Stored entries:

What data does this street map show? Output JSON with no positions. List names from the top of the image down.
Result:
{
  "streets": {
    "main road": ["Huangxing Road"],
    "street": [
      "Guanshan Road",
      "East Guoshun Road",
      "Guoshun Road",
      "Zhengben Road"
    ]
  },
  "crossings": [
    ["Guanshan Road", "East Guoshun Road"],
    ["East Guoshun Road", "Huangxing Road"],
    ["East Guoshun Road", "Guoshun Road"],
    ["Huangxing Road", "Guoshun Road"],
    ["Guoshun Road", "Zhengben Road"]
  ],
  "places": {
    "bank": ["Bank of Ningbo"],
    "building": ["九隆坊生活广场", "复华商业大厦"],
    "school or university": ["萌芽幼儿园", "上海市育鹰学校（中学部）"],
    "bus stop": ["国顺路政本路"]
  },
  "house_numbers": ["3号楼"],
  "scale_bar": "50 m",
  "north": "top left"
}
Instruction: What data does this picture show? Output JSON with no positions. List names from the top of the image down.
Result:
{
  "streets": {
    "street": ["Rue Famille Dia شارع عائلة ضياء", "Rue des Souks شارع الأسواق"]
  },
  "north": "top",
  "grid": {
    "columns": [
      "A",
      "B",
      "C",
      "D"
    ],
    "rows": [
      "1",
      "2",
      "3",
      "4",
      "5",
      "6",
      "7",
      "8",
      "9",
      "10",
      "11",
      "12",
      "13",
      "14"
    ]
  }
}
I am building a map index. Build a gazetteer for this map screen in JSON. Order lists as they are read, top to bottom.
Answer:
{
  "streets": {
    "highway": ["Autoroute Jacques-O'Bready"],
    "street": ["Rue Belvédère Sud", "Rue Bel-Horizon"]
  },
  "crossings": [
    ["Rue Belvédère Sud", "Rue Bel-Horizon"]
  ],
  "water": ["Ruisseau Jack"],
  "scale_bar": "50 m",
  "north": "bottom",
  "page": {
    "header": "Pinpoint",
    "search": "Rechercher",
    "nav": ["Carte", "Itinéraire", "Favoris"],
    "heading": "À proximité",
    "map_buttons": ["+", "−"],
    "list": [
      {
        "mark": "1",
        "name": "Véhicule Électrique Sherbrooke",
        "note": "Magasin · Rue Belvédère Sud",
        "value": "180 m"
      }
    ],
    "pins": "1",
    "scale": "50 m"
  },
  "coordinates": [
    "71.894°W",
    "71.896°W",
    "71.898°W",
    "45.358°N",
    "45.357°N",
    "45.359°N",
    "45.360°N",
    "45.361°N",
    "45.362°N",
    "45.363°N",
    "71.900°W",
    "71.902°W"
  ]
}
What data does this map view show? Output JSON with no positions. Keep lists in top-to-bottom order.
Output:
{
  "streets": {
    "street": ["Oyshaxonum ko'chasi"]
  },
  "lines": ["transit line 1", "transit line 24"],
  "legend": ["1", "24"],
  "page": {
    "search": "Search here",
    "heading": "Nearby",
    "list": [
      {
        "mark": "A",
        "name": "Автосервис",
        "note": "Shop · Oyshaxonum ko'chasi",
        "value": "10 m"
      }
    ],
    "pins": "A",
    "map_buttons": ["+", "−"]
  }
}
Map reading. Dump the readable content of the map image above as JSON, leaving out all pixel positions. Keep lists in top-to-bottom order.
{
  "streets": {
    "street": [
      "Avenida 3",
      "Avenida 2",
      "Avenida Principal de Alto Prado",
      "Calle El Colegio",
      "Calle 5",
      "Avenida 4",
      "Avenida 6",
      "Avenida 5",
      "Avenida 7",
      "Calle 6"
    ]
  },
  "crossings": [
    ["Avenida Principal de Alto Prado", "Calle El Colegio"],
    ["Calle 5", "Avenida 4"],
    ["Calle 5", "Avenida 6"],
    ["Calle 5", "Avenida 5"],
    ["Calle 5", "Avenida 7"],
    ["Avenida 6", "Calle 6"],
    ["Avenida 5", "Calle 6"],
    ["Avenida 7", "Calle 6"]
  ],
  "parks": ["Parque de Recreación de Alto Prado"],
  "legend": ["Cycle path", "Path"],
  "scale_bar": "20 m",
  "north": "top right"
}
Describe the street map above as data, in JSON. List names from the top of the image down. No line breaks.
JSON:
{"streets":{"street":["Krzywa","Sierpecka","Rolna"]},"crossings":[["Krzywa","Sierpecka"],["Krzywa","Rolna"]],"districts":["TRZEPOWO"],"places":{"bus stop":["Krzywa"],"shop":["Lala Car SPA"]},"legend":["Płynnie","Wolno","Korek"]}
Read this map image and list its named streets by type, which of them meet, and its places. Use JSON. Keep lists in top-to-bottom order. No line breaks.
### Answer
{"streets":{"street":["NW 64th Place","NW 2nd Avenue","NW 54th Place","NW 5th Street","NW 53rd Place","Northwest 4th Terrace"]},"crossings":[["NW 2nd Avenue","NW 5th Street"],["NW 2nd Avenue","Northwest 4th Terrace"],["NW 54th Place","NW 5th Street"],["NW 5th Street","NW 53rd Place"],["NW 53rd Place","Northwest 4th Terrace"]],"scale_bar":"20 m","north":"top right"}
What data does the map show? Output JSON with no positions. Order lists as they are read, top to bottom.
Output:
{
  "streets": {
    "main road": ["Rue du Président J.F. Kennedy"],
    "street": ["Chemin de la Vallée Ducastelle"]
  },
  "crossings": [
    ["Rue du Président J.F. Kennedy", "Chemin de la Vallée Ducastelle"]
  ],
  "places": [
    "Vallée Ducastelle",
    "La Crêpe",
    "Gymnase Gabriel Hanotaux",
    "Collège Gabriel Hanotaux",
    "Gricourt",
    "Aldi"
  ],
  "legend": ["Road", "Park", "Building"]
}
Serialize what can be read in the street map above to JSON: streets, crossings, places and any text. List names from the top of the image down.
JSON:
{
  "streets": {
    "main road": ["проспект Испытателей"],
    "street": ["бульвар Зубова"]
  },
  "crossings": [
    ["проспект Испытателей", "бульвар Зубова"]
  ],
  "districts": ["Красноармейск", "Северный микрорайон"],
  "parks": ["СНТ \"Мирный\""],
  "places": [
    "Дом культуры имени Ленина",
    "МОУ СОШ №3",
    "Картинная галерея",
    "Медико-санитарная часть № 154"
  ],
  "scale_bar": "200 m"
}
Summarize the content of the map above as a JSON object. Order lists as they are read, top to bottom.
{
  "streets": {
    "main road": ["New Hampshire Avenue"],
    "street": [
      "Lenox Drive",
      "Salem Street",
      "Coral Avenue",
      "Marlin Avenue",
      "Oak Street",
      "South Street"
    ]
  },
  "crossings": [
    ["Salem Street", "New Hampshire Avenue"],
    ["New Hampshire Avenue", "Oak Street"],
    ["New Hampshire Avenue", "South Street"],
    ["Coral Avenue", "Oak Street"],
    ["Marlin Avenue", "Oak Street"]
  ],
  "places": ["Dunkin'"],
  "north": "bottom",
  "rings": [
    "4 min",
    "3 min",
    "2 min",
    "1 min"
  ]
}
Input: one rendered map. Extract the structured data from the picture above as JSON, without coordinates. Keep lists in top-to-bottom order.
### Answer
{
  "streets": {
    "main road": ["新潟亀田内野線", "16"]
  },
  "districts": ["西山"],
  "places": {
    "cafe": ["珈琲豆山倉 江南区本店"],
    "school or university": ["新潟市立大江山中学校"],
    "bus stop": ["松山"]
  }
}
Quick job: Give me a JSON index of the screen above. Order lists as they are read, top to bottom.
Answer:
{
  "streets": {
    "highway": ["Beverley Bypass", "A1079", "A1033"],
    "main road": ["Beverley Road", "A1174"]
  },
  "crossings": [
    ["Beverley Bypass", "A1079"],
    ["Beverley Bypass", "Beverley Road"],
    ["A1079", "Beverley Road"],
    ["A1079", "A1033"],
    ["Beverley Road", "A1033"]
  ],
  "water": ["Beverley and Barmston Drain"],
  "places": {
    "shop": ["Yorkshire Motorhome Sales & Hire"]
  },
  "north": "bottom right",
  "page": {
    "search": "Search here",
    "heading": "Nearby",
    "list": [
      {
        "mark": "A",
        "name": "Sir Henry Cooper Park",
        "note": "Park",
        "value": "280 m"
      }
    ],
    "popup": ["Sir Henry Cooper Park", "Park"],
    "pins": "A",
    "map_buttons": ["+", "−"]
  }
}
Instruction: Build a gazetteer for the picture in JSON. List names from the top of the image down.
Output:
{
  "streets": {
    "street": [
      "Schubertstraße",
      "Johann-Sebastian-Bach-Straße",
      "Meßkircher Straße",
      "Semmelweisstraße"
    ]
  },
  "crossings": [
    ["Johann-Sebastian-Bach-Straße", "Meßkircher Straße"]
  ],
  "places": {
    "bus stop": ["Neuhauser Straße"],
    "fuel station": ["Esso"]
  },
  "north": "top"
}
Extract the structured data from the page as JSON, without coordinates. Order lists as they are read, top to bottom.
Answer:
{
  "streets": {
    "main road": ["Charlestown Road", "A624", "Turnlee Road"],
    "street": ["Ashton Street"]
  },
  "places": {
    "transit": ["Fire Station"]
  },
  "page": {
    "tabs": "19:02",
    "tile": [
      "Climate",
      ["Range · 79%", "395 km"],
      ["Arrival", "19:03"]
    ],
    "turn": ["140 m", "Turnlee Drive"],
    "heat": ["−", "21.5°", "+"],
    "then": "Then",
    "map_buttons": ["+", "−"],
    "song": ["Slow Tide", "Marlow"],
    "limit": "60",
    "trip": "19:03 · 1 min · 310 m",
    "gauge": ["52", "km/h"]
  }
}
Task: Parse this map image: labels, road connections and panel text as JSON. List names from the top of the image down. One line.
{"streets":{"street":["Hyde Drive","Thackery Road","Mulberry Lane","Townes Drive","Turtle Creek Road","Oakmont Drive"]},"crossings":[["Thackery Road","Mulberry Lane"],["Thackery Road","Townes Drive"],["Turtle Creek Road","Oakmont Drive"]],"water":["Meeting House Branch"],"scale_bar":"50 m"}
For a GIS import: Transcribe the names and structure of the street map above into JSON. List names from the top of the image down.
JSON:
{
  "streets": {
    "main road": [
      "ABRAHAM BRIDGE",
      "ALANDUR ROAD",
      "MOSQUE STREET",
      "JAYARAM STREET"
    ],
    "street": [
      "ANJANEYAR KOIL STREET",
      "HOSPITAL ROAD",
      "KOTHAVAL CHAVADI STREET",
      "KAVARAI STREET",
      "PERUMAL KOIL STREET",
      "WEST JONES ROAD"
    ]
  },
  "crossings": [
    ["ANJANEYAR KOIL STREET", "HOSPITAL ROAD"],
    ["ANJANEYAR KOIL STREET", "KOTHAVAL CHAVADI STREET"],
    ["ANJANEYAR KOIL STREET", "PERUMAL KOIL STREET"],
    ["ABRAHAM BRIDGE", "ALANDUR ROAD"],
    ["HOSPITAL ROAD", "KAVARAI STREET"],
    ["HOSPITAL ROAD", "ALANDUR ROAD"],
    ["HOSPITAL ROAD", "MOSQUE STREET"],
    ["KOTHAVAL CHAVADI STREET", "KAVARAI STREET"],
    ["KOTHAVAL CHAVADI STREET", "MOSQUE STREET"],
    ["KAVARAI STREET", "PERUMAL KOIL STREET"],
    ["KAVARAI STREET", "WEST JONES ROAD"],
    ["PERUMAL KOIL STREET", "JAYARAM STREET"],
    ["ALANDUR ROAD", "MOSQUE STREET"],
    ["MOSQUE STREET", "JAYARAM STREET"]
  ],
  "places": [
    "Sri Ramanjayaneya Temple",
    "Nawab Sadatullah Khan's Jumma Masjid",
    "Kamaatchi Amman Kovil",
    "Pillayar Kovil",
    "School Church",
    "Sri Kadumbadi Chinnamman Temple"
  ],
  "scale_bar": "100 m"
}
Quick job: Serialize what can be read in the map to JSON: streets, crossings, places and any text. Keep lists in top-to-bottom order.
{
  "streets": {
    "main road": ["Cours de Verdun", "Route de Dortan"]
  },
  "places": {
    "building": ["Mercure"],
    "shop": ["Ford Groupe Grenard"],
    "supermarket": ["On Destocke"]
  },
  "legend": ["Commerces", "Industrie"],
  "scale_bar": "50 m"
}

Your task: Set down again, word for word, the stretch of records from the line with "Input: one rendered" to the line with "Quick job: Give", both of those lines included.

Your solution:
Input: one rendered map. Extract the structured data from the picture above as JSON, without coordinates. Keep lists in top-to-bottom order.
### Answer
{
  "streets": {
    "main road": ["新潟亀田内野線", "16"]
  },
  "districts": ["西山"],
  "places": {
    "cafe": ["珈琲豆山倉 江南区本店"],
    "school or university": ["新潟市立大江山中学校"],
    "bus stop": ["松山"]
  }
}
Quick job: Give me a JSON index of the screen above. Order lists as they are read, top to bottom.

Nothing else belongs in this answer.